As we learn more about others, we learn more about ourselves. A good beginning is to note how they take in information. The more you know about this the better you can convey information in a way they will best understand. I have been using a Practical Neuroscience tool that has proven extremely effective in getting teams and clients aligned around outcomes. We have a preference for how we like to take in information that involves our primary senses and once we take it in we have preferences for how we like to process it. Very practical to know when you want to maximize your influence.

Primary Sensory Modes 

Since individuals process information differently, it’s extremely helpful to have a sense of how they think so you’ll know how to connect with them better. You won’t get the best out of people by giving a global thinker a detailed work plan right off the bat, or by giving a sequential thinker a vision statement and expecting them to go from there.

Thinking Modes 

Actively Influencing Ourselves, Then Others

As you begin to practice becoming an Active Influencer there are some things that you can plan for, but much of what makes our success happens in real time. Following are two simple processes that you have to learn to follow if you truly want to be a proactor and not a reactor. You’ll see the second part is about results. Whether I want to admit it or not, I get paid and rewarded for producing results. That’s actually a good thing. It builds capacity for you, your people and allows the organization to provide for clients and employees. Being results-driven is not a bad thing. How we go about achieving results can be fraught with many missteps by leaders that are unnecessary and unfortunate.

One:  Active Influence happens in the moment when a leader will intuitively.

  • Assess
  • Gain insight
  • Recognize perception (you and others)
  • Assume appropriate role (Coach, Facilitate, Supervise, Mentor, Lead)
  • Determine right action (Alignment)

Two:  Influencing for Results happens when you get aligned with others.

  • To break out of the “fixing things” mode and running from one problem to another.
  • To solve and create solutions that are different than fixing something over and over.
  • Using strategic leadership to connect the dots and make sure you are solving for the right problem.
  • Understanding that poor customer experiences are generated by business processes, strategies and/or employees.

The next time you feel compelled to step into fix-it myself mode, think about getting your team together and just keep asking these strategic questions:

1. What do YOU really think is going on?        2. What does it mean for US?        3. What might WE do about it?

 What About Emma?

Most leaders don’t engage their team correctly. They don’t capitalize on the collective knowledge within their own team. They get lured into the age-old idea that they need to be the one to solve all the problems. That is not sustainable. Even worse, you will lose some very good leaders because they are not feeling listened to and able to use their expertise in helping lead the business. And so, Emma learned a hard lesson. Sometimes you get very few chances to “start out right”. She lost the team and there was no way she could get them back. Her boss had to make a move that would restore confidence with key strategic partners. Some bad decisions had been made that created strong rifts with longstanding customers, and Emma’s area managers felt the brunt of it. It could have been avoided had she been more personally aware and had a different perception of her role as a division lead.
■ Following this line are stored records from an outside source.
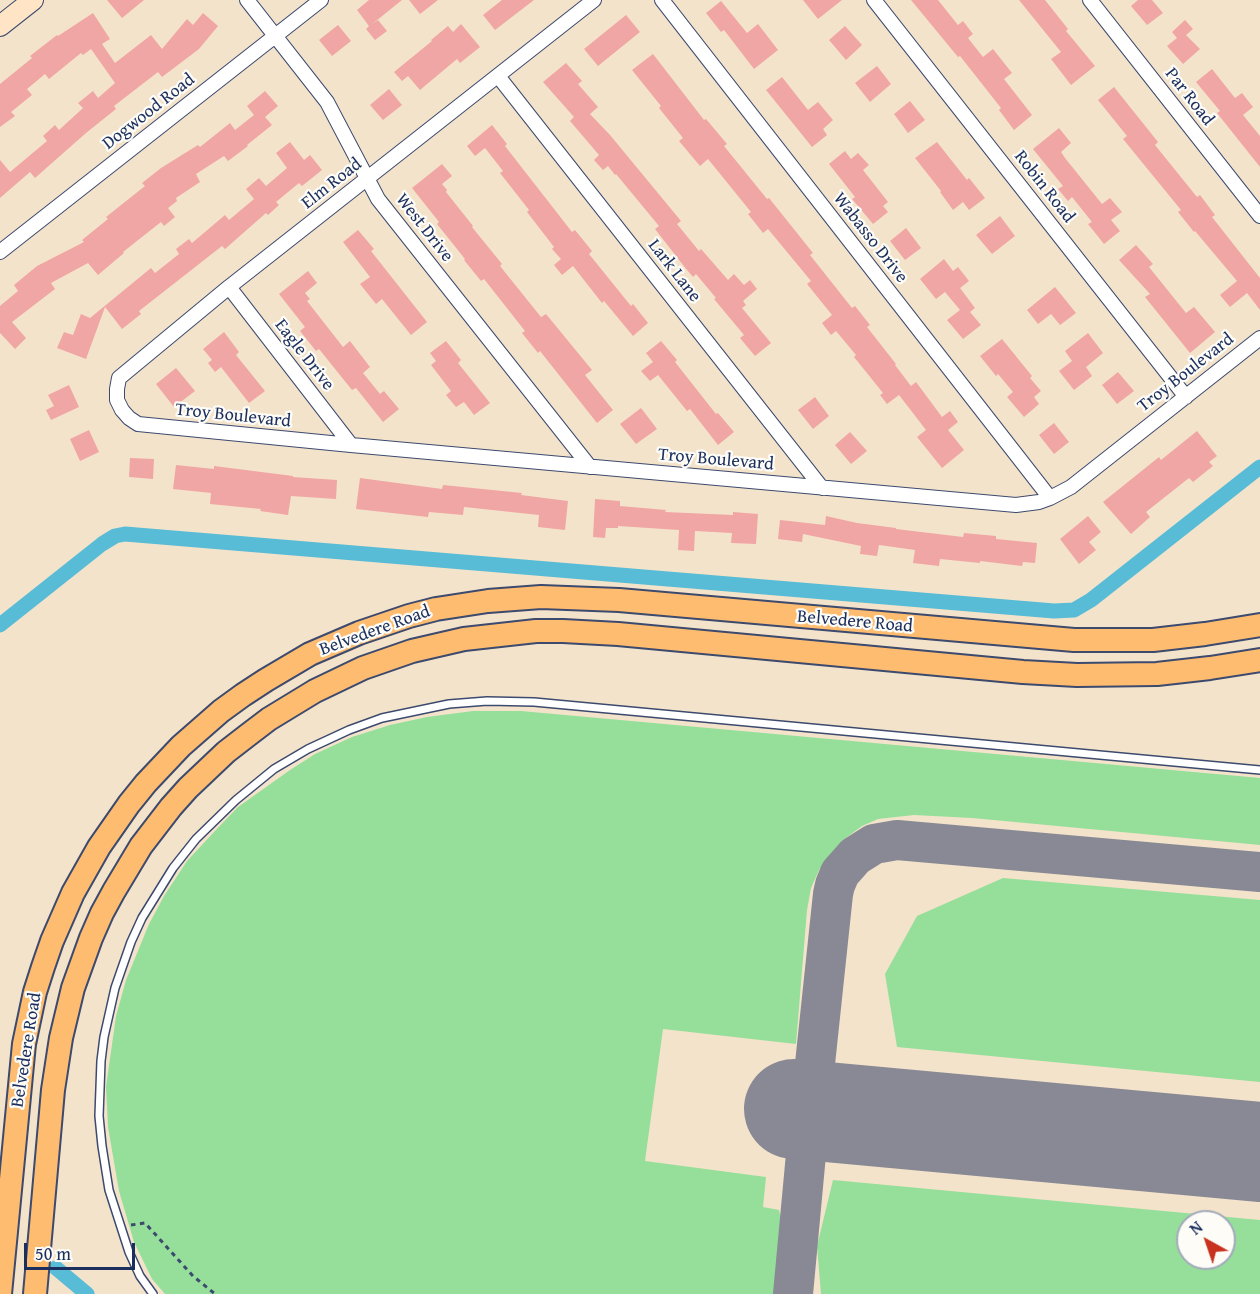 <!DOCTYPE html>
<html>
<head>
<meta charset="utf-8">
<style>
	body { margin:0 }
	#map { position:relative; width:1260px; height:1294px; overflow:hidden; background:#f4e3cb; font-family:"Gentium Book Plus",serif }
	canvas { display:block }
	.north { position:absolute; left:1176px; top:1210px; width:60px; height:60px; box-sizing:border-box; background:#fdfcf7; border:2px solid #a3aaba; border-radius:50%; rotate:320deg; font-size:16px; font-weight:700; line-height:24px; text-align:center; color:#1b2f5e }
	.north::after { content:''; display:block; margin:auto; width:21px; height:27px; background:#c8321e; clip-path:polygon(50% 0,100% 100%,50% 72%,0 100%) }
	.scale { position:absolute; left:24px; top:1243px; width:111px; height:27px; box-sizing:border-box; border:3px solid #1b2f5e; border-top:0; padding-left:8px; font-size:18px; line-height:21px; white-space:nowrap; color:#1b2f5e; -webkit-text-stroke:4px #fdfcf7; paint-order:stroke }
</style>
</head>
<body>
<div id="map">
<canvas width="1260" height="1294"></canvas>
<div class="north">N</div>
<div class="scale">50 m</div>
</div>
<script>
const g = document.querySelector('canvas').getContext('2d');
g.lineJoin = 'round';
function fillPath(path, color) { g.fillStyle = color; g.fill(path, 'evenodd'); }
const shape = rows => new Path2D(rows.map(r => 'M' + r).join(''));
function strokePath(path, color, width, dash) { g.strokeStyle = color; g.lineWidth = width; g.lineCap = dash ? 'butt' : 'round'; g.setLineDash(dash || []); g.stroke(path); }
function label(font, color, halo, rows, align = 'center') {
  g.font = font + ' "Gentium Book Plus",serif'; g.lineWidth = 4.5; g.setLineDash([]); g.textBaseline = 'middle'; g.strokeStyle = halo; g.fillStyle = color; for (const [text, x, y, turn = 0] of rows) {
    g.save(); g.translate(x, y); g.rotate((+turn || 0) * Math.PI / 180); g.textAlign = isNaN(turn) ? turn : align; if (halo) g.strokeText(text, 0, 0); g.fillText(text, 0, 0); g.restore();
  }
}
fillPath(shape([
	[473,711,521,711,1260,778,1260,845,972,818,914,815,878,819,862,826,843,840,832,852,819,870,811,888,807,910,796,1044,663,1029,645,1161,766,1177,763,1207,779,1210,782,1223,777,1294,165,1294,152,1279,134,1242,119,1191,108,1127,106,1087,116,1016,126,980,149,924,164,896,187,861,214,832,238,807,290,770,315,754,352,737,390,725,427,717],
	[1003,878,1260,900,1260,1082,897,1047,885,974,917,916],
	[833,1180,1260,1220,1260,1294,821,1294,817,1246],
	[1188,1222,1224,1222,1224,1258,1188,1258]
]), '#95df9a');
strokePath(shape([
	[0,625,102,544,115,536,125,534,1054,611,1074,610,1091,600,1260,467],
	[56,1268,87,1294]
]), '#58bcd6', 15);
strokePath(shape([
	[793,1294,810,1111,833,894,835,885,840,873,855,856,874,844,897,840,1260,872]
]), '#888994', 40);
strokePath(shape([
	[794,1109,1260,1152]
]), '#888994', 100);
fillPath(shape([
	[107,0,144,0,122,18],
	[369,0,402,0,371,25,378,20,387,31,375,40,366,29,369,26,357,10],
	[409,0,438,0,420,14],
	[502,0,534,0,495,30,483,15],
	[803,0,842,0,818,19],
	[911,0,938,0,958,25,963,21,973,34,968,38,983,57,993,49,1012,73,1004,79,1032,115,1014,130,999,110,1001,108,960,56,958,57],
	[1019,0,1045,0,1068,29,1066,31,1095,66,1071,85,1051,59,1061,52],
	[1138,0,1152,0,1163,13,1147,25,1131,6],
	[721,1,747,33,758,24,778,50,754,69,724,30,721,32,706,13],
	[93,13,110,39,102,44,115,63,151,35,162,49,187,19,193,25,203,13,218,26,199,49,162,77,158,72,114,106,116,109,86,133,35,178,30,172,0,198,0,160,10,172,47,141,43,136,55,125,59,130,83,108,78,103,93,91,98,98,115,83,91,49,83,55,81,53,49,79,45,74,27,89,32,95,11,112,15,116,0,127,0,84,32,58,30,56,57,35,58,36],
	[626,15,640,32,598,66,584,49],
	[1185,20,1193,29,1186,35,1200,49,1183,64,1167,46,1177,38,1172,32],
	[461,24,480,47,460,63,457,59,420,90,408,76,402,81,394,72,432,41,431,40,448,26,453,32],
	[338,25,351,41,332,56,319,40],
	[845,26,862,45,846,60,829,40],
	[653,54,704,120,706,119,727,144,724,146,767,199,769,198,813,253,810,255,852,308,855,306,870,325,867,327,896,364,895,365,911,386,916,382,942,417,950,411,958,422,948,430,964,450,942,468,917,437,926,430,899,395,887,404,880,395,883,393,854,357,856,355,836,331,831,335,822,323,832,315,807,284,811,281,768,229,763,233,748,214,751,212,708,159,700,166,679,141,683,138,659,108,661,106,632,70],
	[566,63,582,81,578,84,598,107,590,114,610,135,681,221,677,224,699,251,701,249,728,280,734,274,744,285,750,280,757,289,743,301,746,305,742,308,771,343,755,356,740,338,744,335,714,299,716,298,696,274,693,277,683,265,655,229,659,226,616,174,615,175,608,166,603,170,594,160,599,155,570,121,574,117,543,82],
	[877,66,891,84,870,102,855,83],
	[1212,69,1235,98,1242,93,1253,107,1243,115,1260,136,1260,167,1217,113,1220,111,1196,82],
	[782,77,808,110,818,102,833,120,823,129,827,135,812,147,766,90],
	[1114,87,1158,142,1155,145,1197,197,1200,195,1215,215,1212,217,1260,278,1260,310,1247,293,1230,307,1220,295,1237,281,1195,231,1194,232,1178,212,1181,210,1123,139,1127,136,1098,100],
	[389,89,402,105,383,120,370,105],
	[265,91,278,106,265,117,272,125,247,145,248,146,228,161,224,156,196,174,200,182,176,198,177,201,168,208,175,217,164,226,161,222,123,252,124,253,98,275,88,263,51,283,55,289,12,322,26,338,15,349,0,333,0,306,18,291,14,285,37,266,84,242,82,240,108,219,106,217,145,186,142,183,161,168,198,145,200,147,230,123,235,130,254,115,247,106],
	[910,101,925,120,908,133,894,114],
	[492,125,507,144,505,146,572,232,575,230,592,251,589,254,631,306,633,304,648,323,633,336,604,301,602,303,573,266,562,275,554,265,561,259,552,249,554,247,527,212,529,210,500,173,503,171,485,148,475,156,467,146],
	[1059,128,1071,143,1061,152,1065,158,1102,204,1110,198,1122,212,1111,220,1120,231,1104,244,1088,224,1092,222,1072,197,1068,201,1058,189,1063,186,1033,149],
	[290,142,304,160,310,155,322,170,302,186,299,183,276,202,279,205,268,215,266,213,225,249,222,246,185,275,139,311,141,314,122,329,105,307,86,359,57,348,64,332,73,335,81,314,90,318,151,268,155,273,179,254,176,249,189,239,192,243,225,215,229,220,254,199,246,189,259,178,266,186,287,168,276,153],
	[937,142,967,180,969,178,985,198,969,210,963,202,953,210,940,192,941,191,915,158],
	[845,151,851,159,858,153,869,165,863,170,888,202,883,206,888,212,873,224,852,199,855,197,829,164],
	[442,164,452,176,442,184,447,190,446,192,473,226,472,227,502,264,500,266,541,317,546,314,592,370,585,375,613,410,597,423,540,351,538,353,522,333,525,331,484,279,481,281,464,260,465,259,437,224,439,222,412,188],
	[1000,216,1015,236,992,254,976,235],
	[906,228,921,248,905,260,890,241],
	[358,230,374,249,371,251,427,322,411,335,382,299,376,304,360,284,370,277,343,242],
	[1136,245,1153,264,1149,267,1186,313,1194,307,1215,332,1190,353,1145,297,1150,294,1119,260],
	[944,259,953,271,958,267,969,281,960,288,975,308,970,312,981,325,963,339,947,320,960,310,945,292,936,299,920,279],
	[308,271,317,283,305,293,310,299,307,301,343,347,350,341,370,367,363,373,380,394,384,391,399,409,383,422,356,388,352,390,319,349,316,351,300,331,305,327,279,294],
	[1055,287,1076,313,1060,325,1051,314,1038,324,1027,310],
	[224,332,239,352,236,355,265,391,249,403,221,367,215,372,208,363,212,360,203,349],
	[1088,333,1103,353,1086,367,1092,376,1074,390,1059,371,1072,361,1065,351],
	[1002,339,1032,376,1030,378,1041,391,1034,397,1039,404,1024,417,1007,397,1013,392,998,374,996,376,980,356],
	[446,341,461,360,458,363,490,403,474,415,464,402,456,407,446,395,451,391,431,365,436,361,430,353],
	[661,341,677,360,675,362,716,414,718,413,734,432,718,445,690,409,687,411,658,375,650,381,641,371,653,362,646,353],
	[176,368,195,391,174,407,156,384],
	[1118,372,1134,391,1117,404,1102,385],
	[69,385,79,407,51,420,46,410,54,406,48,395],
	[815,397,829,416,813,429,798,410],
	[641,408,657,429,636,444,620,424],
	[1054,423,1069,442,1054,454,1039,435],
	[89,430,99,452,80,461,70,439],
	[1197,431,1217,456,1209,462,1213,466,1193,482,1189,478,1146,512,1150,517,1131,534,1103,502,1159,457,1161,460],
	[850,432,867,451,851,464,835,445],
	[130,458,154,459,153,479,129,477],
	[176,465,214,469,214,466,293,476,293,477,337,480,336,499,291,496,288,515,260,511,261,509,210,504,211,493,173,489],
	[360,478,442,489,443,485,522,493,521,495,568,501,565,530,538,527,539,515,464,507,463,515,429,512,428,517,356,509],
	[595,499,620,501,620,506,666,510,665,512,733,515,733,512,758,514,756,544,731,543,732,533,695,531,694,551,678,550,679,530,618,526,618,528,606,528,605,538,593,537],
	[826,516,857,523,896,528,896,529,963,537,964,533,996,536,996,539,1037,543,1035,563,1023,562,1022,566,980,561,980,563,940,559,939,566,913,563,915,550,879,545,877,556,860,554,861,546,803,534,802,542,778,539,780,520,825,525],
	[1088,516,1101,532,1089,542,1096,550,1079,564,1060,539]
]), '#f0a6a4');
const lane = shape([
	[153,1294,140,1276,129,1252,109,1190,102,1146,99,1116,101,1061,104,1037,115,988,131,942,142,918,173,868,196,839,236,800,274,769,308,749,349,730,382,718,449,704,487,701,534,702,1260,770]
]);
const street = shape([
	[247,0,327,102,378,199,590,467],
	[594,0,229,287,119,378,117,389,117,400,122,410,129,418,138,424,351,445,1016,505,1039,502,1050,498,1071,487,1260,338],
	[662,0,1050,498],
	[874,0,1186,397],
	[1090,0,1260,216],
	[498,76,822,488],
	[0,252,321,0],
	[229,287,351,445]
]);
const secondary = shape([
	[0,26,33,0]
]);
const primary = shape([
	[0,1294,24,1044,35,992,43,967,52,941,73,893,99,847,129,804,146,783,181,746,221,711,243,695,266,680,310,654,359,633,409,616,436,609,488,601,541,597,619,600,1074,640,1153,640,1205,634,1260,625],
	[35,1294,53,1090,61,1038,73,988,91,938,102,913,114,891,141,846,171,807,188,788,226,752,248,735,269,719,315,691,363,668,412,651,464,639,536,631,563,631,618,634,1023,672,1077,675,1157,674,1210,668,1260,660]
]);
strokePath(lane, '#3c4a6e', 10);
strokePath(street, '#3c4a6e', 16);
strokePath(secondary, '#3c4a6e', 22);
strokePath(primary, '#3c4a6e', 26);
strokePath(shape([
	[131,1225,145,1223,193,1276,215,1294]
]), '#3c4a6e', 3, [4.5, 4.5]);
strokePath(lane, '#fff', 7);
strokePath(street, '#fff', 14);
strokePath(secondary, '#ffe4c6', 20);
strokePath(primary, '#febc70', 22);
label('18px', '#1b2f5e', '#fdfcf7', [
	["Par Road",1189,97,52],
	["Dogwood Road",149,112,-38],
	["Elm Road",332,184,-38],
	["Robin Road",1044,187,52],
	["West Drive",424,228,52],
	["Wabasso Drive",870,238,52],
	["Lark Lane",674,271,52],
	["Eagle Drive",304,355,52],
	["Troy Boulevard",1186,373,-38],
	["Troy Boulevard",233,416,6],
	["Troy Boulevard",716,460,5],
	["Belvedere Road",855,622,5],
	["Belvedere Road",375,631,-20],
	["Belvedere Road",27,1050,-81]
]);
</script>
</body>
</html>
Not all stories have a happy ending in the moment, but every ending has a lesson. Emma learned from this and she will get another shot at leading a group. It just won’t be with her current company. She is a talented and awesome young leader with great potential; she hasn’t done anything that many of us haven’t done during our careers as  leaders. However, when the stakes are high, and clients are involved it’s rare to get a “do-over” in the same company and marketplace. Fortunately, Emma is willing to do the necessary work. She’s going to be a great leader. Emma has learned to check the mirror — and she knows herself better than ever before.